[Opening Given data section]

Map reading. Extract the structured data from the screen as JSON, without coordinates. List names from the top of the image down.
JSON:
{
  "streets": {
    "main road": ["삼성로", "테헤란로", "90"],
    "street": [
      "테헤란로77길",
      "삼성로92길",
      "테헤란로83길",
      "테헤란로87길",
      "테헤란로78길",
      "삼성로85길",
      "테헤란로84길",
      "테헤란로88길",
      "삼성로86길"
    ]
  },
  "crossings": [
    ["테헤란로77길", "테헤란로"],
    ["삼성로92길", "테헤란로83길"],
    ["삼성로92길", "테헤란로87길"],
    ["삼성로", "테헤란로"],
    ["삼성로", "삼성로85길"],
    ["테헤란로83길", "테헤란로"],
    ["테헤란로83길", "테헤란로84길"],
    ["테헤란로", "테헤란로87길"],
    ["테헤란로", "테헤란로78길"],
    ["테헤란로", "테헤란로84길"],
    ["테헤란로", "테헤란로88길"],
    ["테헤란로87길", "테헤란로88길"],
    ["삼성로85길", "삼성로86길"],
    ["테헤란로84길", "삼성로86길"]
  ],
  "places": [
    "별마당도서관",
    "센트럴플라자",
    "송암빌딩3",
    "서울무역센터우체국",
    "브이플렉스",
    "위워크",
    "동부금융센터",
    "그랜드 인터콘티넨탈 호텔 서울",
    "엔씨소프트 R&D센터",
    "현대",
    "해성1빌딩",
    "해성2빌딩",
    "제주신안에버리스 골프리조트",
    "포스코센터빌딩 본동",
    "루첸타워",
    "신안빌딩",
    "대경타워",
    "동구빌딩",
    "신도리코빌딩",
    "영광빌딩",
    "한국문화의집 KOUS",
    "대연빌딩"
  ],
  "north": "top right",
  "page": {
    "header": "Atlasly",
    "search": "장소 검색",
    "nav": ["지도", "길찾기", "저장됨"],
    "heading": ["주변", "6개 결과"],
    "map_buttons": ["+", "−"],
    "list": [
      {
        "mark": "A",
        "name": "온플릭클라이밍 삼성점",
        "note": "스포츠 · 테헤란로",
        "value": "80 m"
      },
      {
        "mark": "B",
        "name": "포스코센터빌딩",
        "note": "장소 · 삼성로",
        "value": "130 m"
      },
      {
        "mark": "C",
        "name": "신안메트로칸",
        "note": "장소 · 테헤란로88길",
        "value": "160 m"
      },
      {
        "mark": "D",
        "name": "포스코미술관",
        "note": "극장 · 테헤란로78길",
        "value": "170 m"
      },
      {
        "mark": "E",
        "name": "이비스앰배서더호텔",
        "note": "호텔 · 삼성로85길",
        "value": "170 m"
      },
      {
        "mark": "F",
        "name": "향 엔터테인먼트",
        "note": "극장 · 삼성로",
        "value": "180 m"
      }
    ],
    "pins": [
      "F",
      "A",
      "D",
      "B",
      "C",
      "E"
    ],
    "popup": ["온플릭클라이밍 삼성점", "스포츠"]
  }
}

[Closing Given data section]

◆ To do ◆
Lines that contain the word "온플릭클라이밍": how many are there in the data? Give the number and nothing else.

◆ Written answer ◆
2